## Dataset items
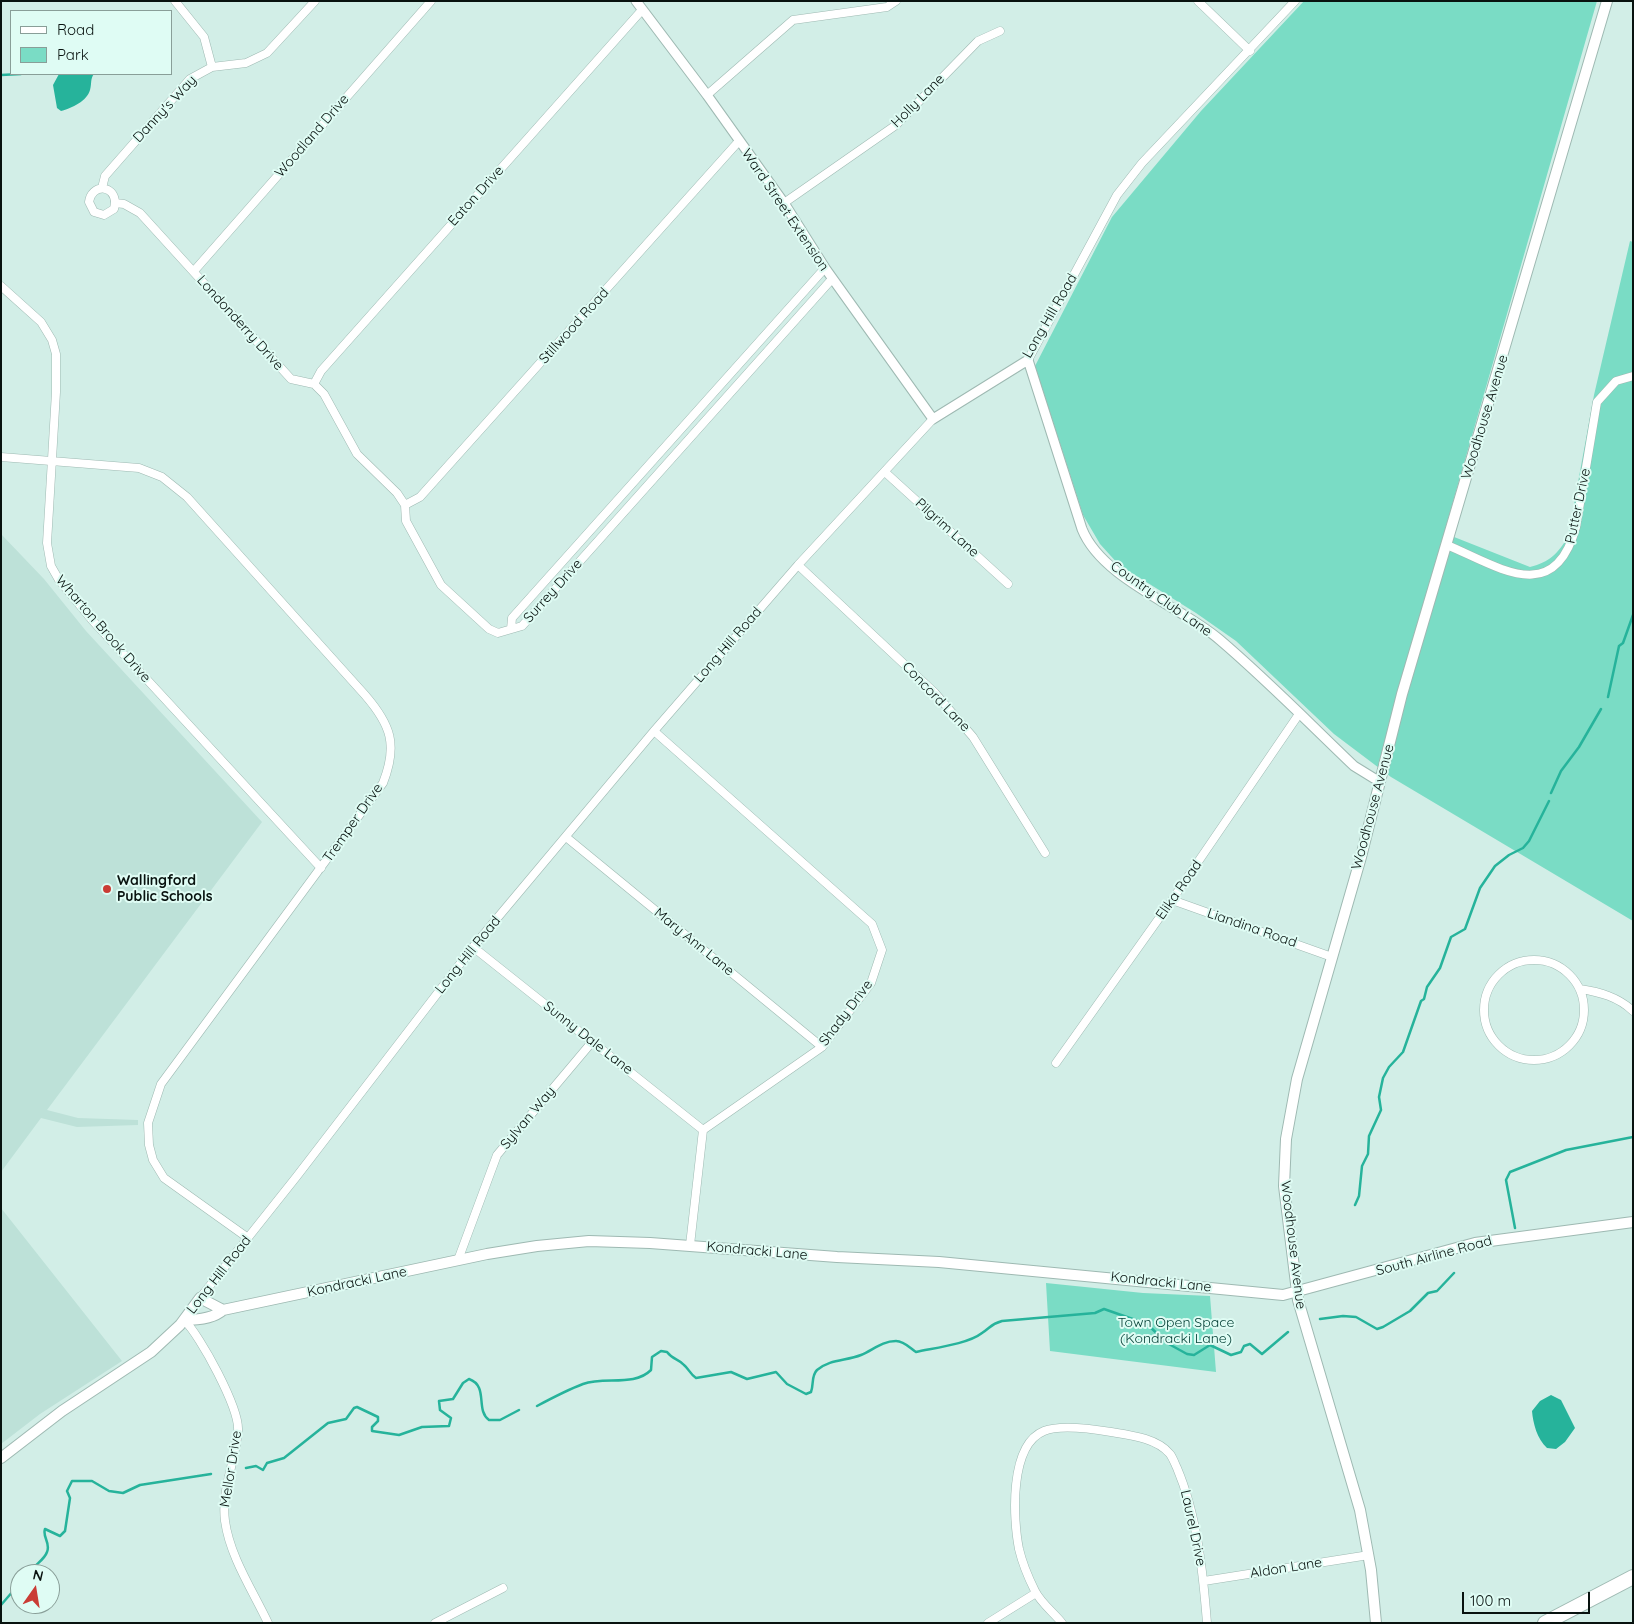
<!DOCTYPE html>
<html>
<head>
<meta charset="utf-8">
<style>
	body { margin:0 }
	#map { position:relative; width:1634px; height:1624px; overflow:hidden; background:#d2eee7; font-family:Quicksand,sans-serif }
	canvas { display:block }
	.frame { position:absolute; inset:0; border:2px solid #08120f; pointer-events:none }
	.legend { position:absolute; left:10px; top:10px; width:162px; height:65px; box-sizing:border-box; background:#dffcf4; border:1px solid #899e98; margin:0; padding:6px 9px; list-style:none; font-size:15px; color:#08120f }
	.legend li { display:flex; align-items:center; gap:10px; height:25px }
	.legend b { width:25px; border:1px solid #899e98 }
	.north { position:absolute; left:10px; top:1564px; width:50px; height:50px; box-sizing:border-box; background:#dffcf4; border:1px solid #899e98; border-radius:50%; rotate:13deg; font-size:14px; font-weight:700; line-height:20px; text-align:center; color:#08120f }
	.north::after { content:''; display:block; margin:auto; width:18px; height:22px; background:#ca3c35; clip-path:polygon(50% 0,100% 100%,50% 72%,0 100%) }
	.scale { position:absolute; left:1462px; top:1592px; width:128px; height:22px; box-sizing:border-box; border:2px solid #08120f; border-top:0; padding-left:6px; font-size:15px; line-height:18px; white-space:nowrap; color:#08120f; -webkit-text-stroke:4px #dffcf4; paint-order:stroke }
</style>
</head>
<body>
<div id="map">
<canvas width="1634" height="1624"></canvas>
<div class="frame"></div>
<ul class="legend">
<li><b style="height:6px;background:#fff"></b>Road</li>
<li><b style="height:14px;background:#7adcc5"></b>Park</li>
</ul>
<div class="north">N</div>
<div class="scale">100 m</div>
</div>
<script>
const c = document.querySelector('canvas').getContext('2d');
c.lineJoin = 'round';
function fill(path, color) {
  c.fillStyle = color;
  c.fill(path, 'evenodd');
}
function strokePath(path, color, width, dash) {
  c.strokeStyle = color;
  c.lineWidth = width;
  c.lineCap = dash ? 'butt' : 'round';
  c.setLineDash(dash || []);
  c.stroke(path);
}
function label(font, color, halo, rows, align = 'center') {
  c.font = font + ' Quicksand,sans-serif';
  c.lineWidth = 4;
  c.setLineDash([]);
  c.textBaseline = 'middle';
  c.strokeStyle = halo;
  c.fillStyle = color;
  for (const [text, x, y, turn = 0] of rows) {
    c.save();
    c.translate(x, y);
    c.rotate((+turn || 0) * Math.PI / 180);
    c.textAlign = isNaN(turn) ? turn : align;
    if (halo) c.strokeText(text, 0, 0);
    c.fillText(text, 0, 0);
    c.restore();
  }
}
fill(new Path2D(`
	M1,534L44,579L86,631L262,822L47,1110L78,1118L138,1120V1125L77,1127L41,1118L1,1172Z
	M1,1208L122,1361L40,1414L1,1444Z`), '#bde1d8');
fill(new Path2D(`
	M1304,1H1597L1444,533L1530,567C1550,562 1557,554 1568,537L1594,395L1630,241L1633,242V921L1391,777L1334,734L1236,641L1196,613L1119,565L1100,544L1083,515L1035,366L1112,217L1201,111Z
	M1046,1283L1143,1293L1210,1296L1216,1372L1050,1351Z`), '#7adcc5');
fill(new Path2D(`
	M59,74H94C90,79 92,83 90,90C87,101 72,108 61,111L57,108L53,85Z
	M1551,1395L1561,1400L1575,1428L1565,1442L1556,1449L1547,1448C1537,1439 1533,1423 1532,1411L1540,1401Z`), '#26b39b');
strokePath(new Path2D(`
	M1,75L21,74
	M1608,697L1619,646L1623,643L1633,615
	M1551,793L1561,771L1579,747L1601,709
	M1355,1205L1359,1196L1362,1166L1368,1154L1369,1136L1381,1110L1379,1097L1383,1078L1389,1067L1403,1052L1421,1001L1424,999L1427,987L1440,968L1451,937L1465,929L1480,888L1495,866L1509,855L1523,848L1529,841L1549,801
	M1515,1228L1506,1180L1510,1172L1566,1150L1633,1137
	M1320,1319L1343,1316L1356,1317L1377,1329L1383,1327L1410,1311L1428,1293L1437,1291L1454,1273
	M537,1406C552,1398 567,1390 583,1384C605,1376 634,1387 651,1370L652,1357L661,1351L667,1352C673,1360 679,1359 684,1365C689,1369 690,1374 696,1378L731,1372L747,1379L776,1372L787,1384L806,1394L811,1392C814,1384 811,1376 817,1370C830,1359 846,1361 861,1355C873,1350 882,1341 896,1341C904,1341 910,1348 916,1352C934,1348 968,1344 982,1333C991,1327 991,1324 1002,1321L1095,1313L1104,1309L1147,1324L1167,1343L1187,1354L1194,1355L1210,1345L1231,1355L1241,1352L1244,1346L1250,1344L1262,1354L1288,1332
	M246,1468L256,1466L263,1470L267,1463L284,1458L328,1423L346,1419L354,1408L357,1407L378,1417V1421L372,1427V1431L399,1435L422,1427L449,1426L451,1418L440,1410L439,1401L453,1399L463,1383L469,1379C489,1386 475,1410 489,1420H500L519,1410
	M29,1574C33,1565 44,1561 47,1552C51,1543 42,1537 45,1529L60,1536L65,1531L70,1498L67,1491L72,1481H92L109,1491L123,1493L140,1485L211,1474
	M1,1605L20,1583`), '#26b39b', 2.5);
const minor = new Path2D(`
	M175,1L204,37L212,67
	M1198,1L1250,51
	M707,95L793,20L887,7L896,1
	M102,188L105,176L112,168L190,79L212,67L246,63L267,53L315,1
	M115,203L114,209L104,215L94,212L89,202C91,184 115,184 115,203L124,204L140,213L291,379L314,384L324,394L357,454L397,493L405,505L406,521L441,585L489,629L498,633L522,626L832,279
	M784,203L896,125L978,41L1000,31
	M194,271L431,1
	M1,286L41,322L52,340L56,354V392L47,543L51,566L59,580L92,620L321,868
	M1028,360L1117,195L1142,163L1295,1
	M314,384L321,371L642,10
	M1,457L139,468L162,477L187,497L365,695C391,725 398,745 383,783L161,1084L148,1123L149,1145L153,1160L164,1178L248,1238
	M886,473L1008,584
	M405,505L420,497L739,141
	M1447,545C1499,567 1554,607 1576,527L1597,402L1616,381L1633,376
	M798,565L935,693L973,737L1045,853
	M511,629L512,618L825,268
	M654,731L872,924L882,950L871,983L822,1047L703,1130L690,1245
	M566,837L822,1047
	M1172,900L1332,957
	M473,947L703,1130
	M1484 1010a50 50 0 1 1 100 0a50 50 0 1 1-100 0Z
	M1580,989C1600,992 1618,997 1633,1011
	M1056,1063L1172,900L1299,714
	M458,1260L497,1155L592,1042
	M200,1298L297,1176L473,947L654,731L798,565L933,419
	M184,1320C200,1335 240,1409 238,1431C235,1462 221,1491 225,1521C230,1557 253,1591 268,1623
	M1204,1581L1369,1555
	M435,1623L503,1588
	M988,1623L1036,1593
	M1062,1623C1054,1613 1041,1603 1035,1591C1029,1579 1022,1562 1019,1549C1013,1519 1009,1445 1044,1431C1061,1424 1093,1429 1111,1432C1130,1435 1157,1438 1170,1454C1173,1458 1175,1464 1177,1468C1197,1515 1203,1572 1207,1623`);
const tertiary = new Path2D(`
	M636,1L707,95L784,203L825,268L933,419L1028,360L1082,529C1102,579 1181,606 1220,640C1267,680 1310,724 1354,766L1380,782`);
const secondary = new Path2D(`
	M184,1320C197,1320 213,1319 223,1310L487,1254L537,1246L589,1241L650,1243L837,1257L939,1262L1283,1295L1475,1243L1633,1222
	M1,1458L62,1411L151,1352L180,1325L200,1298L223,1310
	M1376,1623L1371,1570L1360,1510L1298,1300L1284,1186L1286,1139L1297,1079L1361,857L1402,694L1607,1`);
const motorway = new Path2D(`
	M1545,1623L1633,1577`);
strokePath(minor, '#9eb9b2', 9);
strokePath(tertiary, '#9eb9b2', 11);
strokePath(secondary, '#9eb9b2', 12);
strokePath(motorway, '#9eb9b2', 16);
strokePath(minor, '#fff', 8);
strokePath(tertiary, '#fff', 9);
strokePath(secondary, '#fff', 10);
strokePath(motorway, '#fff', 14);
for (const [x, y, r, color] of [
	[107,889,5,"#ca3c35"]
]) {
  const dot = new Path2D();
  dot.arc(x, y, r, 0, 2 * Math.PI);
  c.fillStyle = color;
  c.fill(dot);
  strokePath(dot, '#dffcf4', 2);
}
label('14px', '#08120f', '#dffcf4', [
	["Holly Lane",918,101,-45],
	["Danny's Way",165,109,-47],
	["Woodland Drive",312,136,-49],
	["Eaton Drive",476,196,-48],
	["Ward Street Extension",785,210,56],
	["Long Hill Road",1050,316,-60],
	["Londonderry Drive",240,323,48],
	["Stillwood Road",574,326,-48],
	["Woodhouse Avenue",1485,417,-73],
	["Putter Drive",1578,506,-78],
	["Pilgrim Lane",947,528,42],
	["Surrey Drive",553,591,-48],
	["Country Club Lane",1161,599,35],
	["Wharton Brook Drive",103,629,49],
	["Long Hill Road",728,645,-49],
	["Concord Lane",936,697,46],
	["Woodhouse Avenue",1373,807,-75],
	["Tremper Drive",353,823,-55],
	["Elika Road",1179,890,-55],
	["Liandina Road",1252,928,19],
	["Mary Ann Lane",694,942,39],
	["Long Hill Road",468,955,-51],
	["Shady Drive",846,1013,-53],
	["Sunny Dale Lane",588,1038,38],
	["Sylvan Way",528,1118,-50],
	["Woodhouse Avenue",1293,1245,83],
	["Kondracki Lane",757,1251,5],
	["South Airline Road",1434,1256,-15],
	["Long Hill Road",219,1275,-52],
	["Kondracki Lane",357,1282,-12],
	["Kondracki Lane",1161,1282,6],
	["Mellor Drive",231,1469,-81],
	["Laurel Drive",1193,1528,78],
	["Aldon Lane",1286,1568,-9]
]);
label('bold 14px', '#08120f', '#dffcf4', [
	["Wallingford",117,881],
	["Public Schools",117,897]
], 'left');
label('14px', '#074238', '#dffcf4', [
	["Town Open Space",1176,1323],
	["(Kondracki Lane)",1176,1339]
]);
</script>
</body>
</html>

## Exercise directions
Copy out exactly, with no pictures, the lines of the data from the first one through the line bearing "c.translate(x, y);".

## Exercise answer
<!DOCTYPE html>
<html>
<head>
<meta charset="utf-8">
<style>
	body { margin:0 }
	#map { position:relative; width:1634px; height:1624px; overflow:hidden; background:#d2eee7; font-family:Quicksand,sans-serif }
	canvas { display:block }
	.frame { position:absolute; inset:0; border:2px solid #08120f; pointer-events:none }
	.legend { position:absolute; left:10px; top:10px; width:162px; height:65px; box-sizing:border-box; background:#dffcf4; border:1px solid #899e98; margin:0; padding:6px 9px; list-style:none; font-size:15px; color:#08120f }
	.legend li { display:flex; align-items:center; gap:10px; height:25px }
	.legend b { width:25px; border:1px solid #899e98 }
	.north { position:absolute; left:10px; top:1564px; width:50px; height:50px; box-sizing:border-box; background:#dffcf4; border:1px solid #899e98; border-radius:50%; rotate:13deg; font-size:14px; font-weight:700; line-height:20px; text-align:center; color:#08120f }
	.north::after { content:''; display:block; margin:auto; width:18px; height:22px; background:#ca3c35; clip-path:polygon(50% 0,100% 100%,50% 72%,0 100%) }
	.scale { position:absolute; left:1462px; top:1592px; width:128px; height:22px; box-sizing:border-box; border:2px solid #08120f; border-top:0; padding-left:6px; font-size:15px; line-height:18px; white-space:nowrap; color:#08120f; -webkit-text-stroke:4px #dffcf4; paint-order:stroke }
</style>
</head>
<body>
<div id="map">
<canvas width="1634" height="1624"></canvas>
<div class="frame"></div>
<ul class="legend">
<li><b style="height:6px;background:#fff"></b>Road</li>
<li><b style="height:14px;background:#7adcc5"></b>Park</li>
</ul>
<div class="north">N</div>
<div class="scale">100 m</div>
</div>
<script>
const c = document.querySelector('canvas').getContext('2d');
c.lineJoin = 'round';
function fill(path, color) {
  c.fillStyle = color;
  c.fill(path, 'evenodd');
}
function strokePath(path, color, width, dash) {
  c.strokeStyle = color;
  c.lineWidth = width;
  c.lineCap = dash ? 'butt' : 'round';
  c.setLineDash(dash || []);
  c.stroke(path);
}
function label(font, color, halo, rows, align = 'center') {
  c.font = font + ' Quicksand,sans-serif';
  c.lineWidth = 4;
  c.setLineDash([]);
  c.textBaseline = 'middle';
  c.strokeStyle = halo;
  c.fillStyle = color;
  for (const [text, x, y, turn = 0] of rows) {
    c.save();
    c.translate(x, y);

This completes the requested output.